In spite of the vow of Louis XIII, the Holy Virgin, in these last days of July, 1830, no longer a good mother to France ? The castle of Saint-Cloud, where the Court resides in the summer, the prince Jules de Polignac, the chief minister of Charles X, does not believe it, as much as, it seems, she honors her visits special. Is this she who was blown to sign on to the king, between the mass and the hunting of which he is also fond of, the four orders being coup de force against the freedom of the press and the parliamentary system ? Soon, Paris growls and ignites. At least the devotees of Mary, who thronged around the royal family had they been well advised to ponder the words of the Magnificat : “Deposuit potentes de sede, et exaltavit humiles. “But these awards are always for others, even recently, for the detestable Bonaparte, and when, on the 29th of July, the apophtegme is true, it is too late. On the third day of the parisian insurrection sealing the Three Glorious days, the elder branch of the family of Bourbon had ceased to reign over France, as Talleyrand with relish. Place to the younger, represented by Louis-Philippe of Orléans, who, in the folds of the tricolor flag, raid the setting of royal hands weaklings of the other three, the father, Charles X, the son of the duke of Angouleme, blessed by the name of Louis XIX, the time to sign his abdication, and the grandson the duke of Bordeaux proclaimed Kingbetting Henri V, carried away into an exile from which he was never to return.
The story is a novel
Sixty years after the unforgettable holy Week of Aragon, who described the flight of Louis XVIII to the Hundred Days through the eyes of Géricault – but this king-there had been able to return –, Mr. Camille Pascal, not unequal to its predecessor, is a columnist meticulous and check light-hearted of the fall and the funeral procession of the monarchy of the white flag fleurdelysé.

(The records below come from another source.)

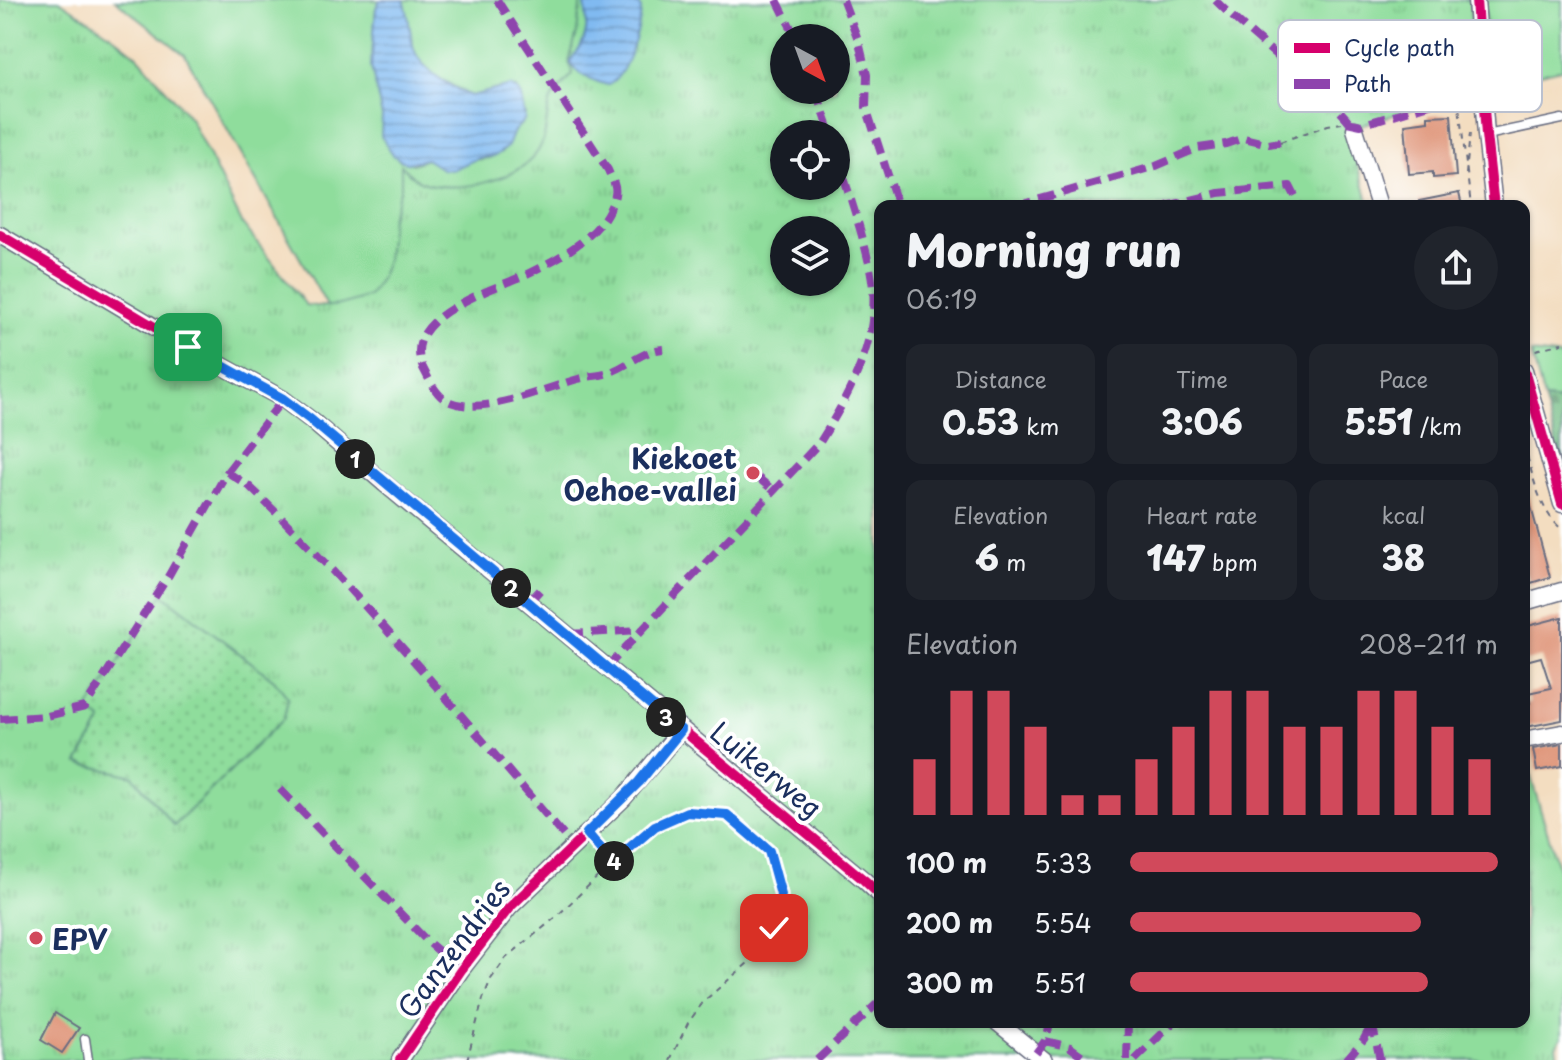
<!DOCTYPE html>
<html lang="en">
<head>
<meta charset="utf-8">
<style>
	:root { --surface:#171b24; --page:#20242c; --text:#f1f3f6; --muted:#9ea1a6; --accent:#d1495b }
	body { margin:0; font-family:"Playpen Sans",sans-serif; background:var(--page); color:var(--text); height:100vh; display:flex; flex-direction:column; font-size:30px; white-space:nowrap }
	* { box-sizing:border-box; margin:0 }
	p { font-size:26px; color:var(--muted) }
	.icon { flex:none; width:44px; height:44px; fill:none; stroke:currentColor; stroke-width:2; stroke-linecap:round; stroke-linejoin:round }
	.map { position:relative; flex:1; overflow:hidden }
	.panel { position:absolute; left:874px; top:200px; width:656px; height:828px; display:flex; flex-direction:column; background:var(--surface); border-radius:16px; box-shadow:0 2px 6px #0004 }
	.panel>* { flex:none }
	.needle { width:52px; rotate:139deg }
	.tools { position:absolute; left:770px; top:24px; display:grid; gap:16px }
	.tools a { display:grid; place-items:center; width:80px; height:80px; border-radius:50%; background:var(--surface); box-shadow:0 2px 6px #0004; font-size:40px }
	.pin { position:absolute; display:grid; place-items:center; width:68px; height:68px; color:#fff; margin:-34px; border-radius:16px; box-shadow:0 4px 12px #0006 }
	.km { position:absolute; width:40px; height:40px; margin:-20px; border-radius:50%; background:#222; color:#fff; font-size:22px; line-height:40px; text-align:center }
	.round { display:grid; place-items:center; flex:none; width:84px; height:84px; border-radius:42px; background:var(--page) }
	.summary { display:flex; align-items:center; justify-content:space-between; height:136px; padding:0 32px }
	h1 { font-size:44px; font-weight:800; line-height:60px }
	.figures { display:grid; grid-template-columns:repeat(3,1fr); gap:12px; height:136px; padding:8px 32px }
	.figures div { display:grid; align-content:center; border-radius:16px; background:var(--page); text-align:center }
	.figures b { font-size:34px; font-weight:800 }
	.figures small { font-size:22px; font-weight:400 }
	.figures p { font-size:22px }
	.chart { height:224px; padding:16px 32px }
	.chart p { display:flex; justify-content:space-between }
	.chart svg { width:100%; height:144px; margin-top:8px; stroke:var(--accent); stroke-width:6 }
	ul { padding:0 32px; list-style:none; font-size:26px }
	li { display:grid; grid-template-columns:128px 96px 1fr; align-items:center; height:60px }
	li i { height:20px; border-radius:10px; background:var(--accent) }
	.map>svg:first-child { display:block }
	.grass { fill:#8fdd9c; stroke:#55867d; stroke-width:2 }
	.forest { fill:url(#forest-firs); stroke:#477671; stroke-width:2 }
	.park { fill:url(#park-tufts); stroke:#55867d; stroke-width:2; fill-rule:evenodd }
	.garden { fill:url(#garden-dots); stroke:#55867d; stroke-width:2 }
	.water { fill:url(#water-rules); stroke:#4e74a8; stroke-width:2 }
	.building { fill:#e0977b }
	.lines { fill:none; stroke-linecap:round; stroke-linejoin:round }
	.service-casing { stroke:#676c80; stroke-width:11 }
	.minor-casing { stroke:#676c80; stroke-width:19 }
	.path { stroke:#676c80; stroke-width:2; stroke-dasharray:6 6; stroke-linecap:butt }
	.service { stroke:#fff; stroke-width:8 }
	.minor { stroke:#fff; stroke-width:16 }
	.quiet { stroke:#8e44ad; stroke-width:8; stroke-dasharray:16 8; stroke-linecap:butt }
	.cycleway-casing { stroke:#fff; stroke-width:15 }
	.cycleway { stroke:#d6006c; stroke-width:10 }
	.route-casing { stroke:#fff; stroke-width:16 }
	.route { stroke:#1a73e8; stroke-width:10 }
	.poi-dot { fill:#d1495b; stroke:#fff; stroke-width:3 }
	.labels { text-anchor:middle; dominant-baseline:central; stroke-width:8; stroke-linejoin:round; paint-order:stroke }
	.poi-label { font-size:28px; font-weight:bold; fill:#1b2f5e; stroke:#fff; text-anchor:end }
	.street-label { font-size:28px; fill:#1b2f5e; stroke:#fff }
	.key { fill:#fff; stroke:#bbc1cf; stroke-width:2 }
	.key-label { font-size:22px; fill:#1b2f5e }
</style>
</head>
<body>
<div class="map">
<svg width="1562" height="1060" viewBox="0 0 1562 1060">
	<defs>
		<pattern id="forest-firs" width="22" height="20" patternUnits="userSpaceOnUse" patternTransform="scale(2)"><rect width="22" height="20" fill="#73bc84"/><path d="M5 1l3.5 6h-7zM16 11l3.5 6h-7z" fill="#5e996f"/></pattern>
		<pattern id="park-tufts" width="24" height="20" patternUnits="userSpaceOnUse" patternTransform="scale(2)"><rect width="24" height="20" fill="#8fdd9c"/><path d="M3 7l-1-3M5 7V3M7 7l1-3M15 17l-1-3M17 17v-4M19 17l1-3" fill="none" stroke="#7bbe89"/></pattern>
		<pattern id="garden-dots" width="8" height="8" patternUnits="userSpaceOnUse" patternTransform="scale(2)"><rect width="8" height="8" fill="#8fdd9c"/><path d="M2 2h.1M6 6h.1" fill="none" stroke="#7bbe89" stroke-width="1.8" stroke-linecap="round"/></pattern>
		<pattern id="water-rules" width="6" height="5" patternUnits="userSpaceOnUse" patternTransform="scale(2)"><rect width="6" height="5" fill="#80baf1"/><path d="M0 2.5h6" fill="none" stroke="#6898c6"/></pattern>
	</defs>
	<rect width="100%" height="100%" fill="#fff"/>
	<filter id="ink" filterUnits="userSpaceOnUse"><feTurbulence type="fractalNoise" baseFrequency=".0125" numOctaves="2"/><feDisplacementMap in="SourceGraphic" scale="16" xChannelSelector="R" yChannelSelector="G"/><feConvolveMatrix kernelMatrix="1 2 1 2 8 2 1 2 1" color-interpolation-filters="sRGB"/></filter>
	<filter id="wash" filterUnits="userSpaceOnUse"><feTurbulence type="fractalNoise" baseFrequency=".006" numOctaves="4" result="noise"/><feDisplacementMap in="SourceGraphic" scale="32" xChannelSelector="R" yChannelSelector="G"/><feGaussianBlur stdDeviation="1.8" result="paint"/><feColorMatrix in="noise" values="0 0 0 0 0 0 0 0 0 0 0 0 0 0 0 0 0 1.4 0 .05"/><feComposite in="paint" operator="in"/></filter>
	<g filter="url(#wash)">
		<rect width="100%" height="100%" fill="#f3ddc0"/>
		<path class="grass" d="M115,0H380L376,8L371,67L382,116V137L399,160L413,164L426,159L436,163L473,160L489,158L503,151L514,131L522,123L525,115L520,93L516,88H502L471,96L436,76L420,61L414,50L404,0H584L784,282L348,343L185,55Z
			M1484,0H1562V69L1491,85Z
			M1531,353L1562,357V401L1544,399Z"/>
		<path class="forest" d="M1544,399L1562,401V464Z"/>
		<path class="park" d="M0,0H59L110,34L138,56L190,118L242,223L306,305C335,309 344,304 369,296L381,277L387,260L391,217L401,188V165C407,171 412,178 420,181C452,195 518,182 538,151C548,135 545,119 550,103C552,94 566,82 573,74L569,62L577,33L581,0H1469L1479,94L1447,98L1346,130L1370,206H880V1022H1524V755L1562,880V1037L1556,1046L1558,1060H0ZM784,38H836V90H784ZM784,134H836V186H784ZM784,230H836V282H784Z"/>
		<path class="garden" d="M163,594L274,680L288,698L284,718L174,826L133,776L78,763L102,720L87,711Z"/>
		<path class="water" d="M380,0H404C410,16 409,33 414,49C420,69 453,89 471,96L511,86L520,93L525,119L514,131L508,146L495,156L478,158L452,170L442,169L426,159L406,163L394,156L381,136L382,116L371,67L376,8Z
			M584,0H630L640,5L641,10C640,29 626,78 608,85C600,83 570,72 571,62C571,57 579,51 581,46C589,32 587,15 584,0Z"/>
		<g id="blocks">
			<path class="building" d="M1451,115L1456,176L1433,178V172L1409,174L1405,124L1428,121V116Z
				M1459,193L1462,206H1419V201Z
				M1527,492L1550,577L1531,583L1524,569V493Z
				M1562,617V720L1526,727L1524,704L1530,703L1528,693L1551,688L1541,657L1526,661L1524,627Z
				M1562,744V766L1537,771L1533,749Z
				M55,1013L79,1028L62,1053L41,1040Z"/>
		</g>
	</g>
	<g filter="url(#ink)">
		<use href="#blocks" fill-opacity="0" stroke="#676c80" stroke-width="2"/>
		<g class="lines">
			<g class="service-casing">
				<path id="service" d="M1487,135L1562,119
					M85,1039L88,1060"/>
			</g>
			<g class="minor-casing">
				<path id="minor" d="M1476,0L1486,135L1494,206
					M1355,129L1379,206
					M0,235L188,347L283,399L311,420L385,484L864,880L880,895
					M1524,370L1562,504
					M1524,602L1562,591
					M1529,739L1562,733
					M997,1022L1044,1060
					M400,1060L461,970L509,908L623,799L681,730"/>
			</g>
			<path class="path" d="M1458,98L1471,206
				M1280,142L1328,125L1342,123
				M1466,174L1470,133
				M1524,353L1562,343
				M1524,445C1532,472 1539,512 1562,529
				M597,845L611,862
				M467,1060L483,999L491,979L506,958L555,918L612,863L655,826L687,812L727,815L769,851L781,895L774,928L755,957L704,1001L688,1023L670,1060"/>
			<use href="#service" class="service"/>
			<use href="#minor" class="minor"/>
			<path class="quiet" d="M497,0L608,170C610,175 614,182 615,187C617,195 612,204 609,210C595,239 557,259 529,273C498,289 398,315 423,368C429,379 436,396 448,401C481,417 545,388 578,379C588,376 599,376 608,373C628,366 642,351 663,349
				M777,0L796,38
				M843,0L859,42L867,75L866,107L898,206
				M1215,0C1242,27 1272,51 1300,76C1320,93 1340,108 1355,129
				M816,90L831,134
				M1347,122L1361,125L1446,99L1470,97L1478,79
				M1016,206L1156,166L1198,148L1226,144L1244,138L1269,144L1280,142
				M1167,206L1219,193L1290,186L1300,206
				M227,472L249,486C365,598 467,723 572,845
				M757,477L774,491
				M529,602L540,590
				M568,634L642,630
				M606,668L820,442C848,397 878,343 873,288C869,248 847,191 836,151
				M0,719L47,716L85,707L169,575L227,472L283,399
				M280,789L428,942L461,970
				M1372,1022L1380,1060
				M1045,1041L1070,1047L1088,1060
				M1036,1053L1045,1041L1051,1022
				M817,1060L880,1001
				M1127,1060L1128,1022
				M1135,1060L1174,1022
				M1346,1060L1364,1039L1372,1024"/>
			<g class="cycleway-casing">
				<path id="cycleway" d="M1476,0L1486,135L1494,206
					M0,235L188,347L283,399L311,420L385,484L864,880L880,895
					M1524,370L1562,504
					M400,1060L461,970L509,908L623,799L681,730"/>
			</g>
			<use href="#cycleway" class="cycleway"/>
		</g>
	</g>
	<g class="lines" filter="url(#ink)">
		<g class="route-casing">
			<path id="route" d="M188,347L283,399L311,420L681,730L639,782L587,833L612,863L655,826L687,812L727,815L769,851L781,895L774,928"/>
		</g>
		<use href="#route" class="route"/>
	</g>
	<g class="poi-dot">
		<circle cx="753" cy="473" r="8"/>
		<circle cx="36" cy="938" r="8"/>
	</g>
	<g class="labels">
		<g class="poi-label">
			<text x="737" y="457">Kiekoet<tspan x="737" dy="32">Oehoe-vallei</tspan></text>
			<text x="52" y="938" text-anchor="start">EPV</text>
		</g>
		<g class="street-label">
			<text transform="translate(767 769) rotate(39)">Luikerweg</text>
			<text transform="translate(453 948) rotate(-53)">Ganzendries</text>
		</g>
	</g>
	<rect x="1278" y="20" width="264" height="92" rx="12" class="key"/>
	<rect x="1294" y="43" width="36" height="10" fill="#d6006c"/>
	<rect x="1294" y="79" width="36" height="10" fill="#8e44ad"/>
	<g class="key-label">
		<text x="1344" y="56">Cycle path</text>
		<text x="1344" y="92">Path</text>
	</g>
</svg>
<div class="tools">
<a><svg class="needle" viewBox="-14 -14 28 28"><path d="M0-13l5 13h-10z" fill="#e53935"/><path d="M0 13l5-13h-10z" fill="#9ea1a6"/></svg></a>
<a><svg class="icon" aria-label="locate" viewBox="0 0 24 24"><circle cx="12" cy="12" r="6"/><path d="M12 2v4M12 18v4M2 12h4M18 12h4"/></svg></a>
<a><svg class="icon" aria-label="layers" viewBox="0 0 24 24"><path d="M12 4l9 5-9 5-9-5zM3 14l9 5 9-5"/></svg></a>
</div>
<div class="pin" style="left:188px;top:347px;background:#1e9e55"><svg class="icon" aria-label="arrive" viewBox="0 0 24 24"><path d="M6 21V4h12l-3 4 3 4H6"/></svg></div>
<div class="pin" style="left:774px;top:928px;background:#d93025"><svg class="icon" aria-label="check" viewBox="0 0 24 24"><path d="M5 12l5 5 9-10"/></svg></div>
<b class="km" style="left:355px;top:459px">1</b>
<b class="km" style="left:511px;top:588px">2</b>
<b class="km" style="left:666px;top:717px">3</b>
<b class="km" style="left:614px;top:861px">4</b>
<section class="panel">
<div class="summary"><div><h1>Morning run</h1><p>06:19</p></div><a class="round"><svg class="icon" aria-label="share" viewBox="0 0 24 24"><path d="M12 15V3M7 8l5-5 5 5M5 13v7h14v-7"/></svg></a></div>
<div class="figures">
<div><p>Distance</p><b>0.53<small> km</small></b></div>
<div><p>Time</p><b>3:06</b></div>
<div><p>Pace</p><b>5:51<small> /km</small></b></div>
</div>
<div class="figures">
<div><p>Elevation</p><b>6<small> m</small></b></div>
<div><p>Heart rate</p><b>147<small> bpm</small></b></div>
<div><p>kcal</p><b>38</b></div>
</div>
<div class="chart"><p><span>Elevation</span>208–211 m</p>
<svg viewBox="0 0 160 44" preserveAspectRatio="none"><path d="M5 44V27M15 44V6M25 44V6M35 44V17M45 44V38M55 44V38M65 44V27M75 44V17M85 44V6M95 44V6M105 44V17M115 44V17M125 44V6M135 44V6M145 44V17M155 44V27"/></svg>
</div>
<ul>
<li><b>100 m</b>5:33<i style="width:100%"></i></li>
<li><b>200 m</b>5:54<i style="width:79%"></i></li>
<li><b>300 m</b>5:51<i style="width:81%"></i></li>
</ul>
</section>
</div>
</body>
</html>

From 25 July to 16 August, it is everywhere where his ardour, the door, meeting everyone in the lounges, to the Room, the Town hall, on the barricades, and up to Cherbourg, where, at the end of a long retreat, all the princes of the fallen boarded the american vessels leading in England, while the lieutenant-general and new king of the French climbs at his own pace the steps of the throne, carried by Thiers, Lafayette, diplomats and bankers. The author, obviously, is fun ; reading, writing. The sages of the Dome also : The Summer of the four kings has just won the Grand Prix du roman of the French Academy at the expense of Alain Mabanckou, Gilles-Martin Chauffier and Thomas B. Reverdy.
The reading of the many and wonderful Memories of the contemporaries, those, cookie-cutter, Adèle de Boigne, or, detached and supremely lucid, Charles de Rémusat, provides a jubilation intense at the same time as a substance of things seen skillfully exploited. And Camille Pascal draws from it, by innutrition, a delight of writing-communicative and quasi-stendhalien, excelling in the brush stroke – “His Majesty did not like to think about it, but liked to pray,” the duchess of Orleans, “Marie-Amélie, whose tears only blurred my not-quite-ambitions” – or in the rendering of the body sweating, anxiety, or fever in the burning of a been overwhelming. And the success of this big piece of bravery is that the author, detached from his personal itinerary, and be neither a graduate nor mandarin, concludes nothing, neither for yesterday nor for today ; if not that the story is a novel.
“The Summer of the four kings”, by Camille Pascal. Plon, 662 p. 22,90 €.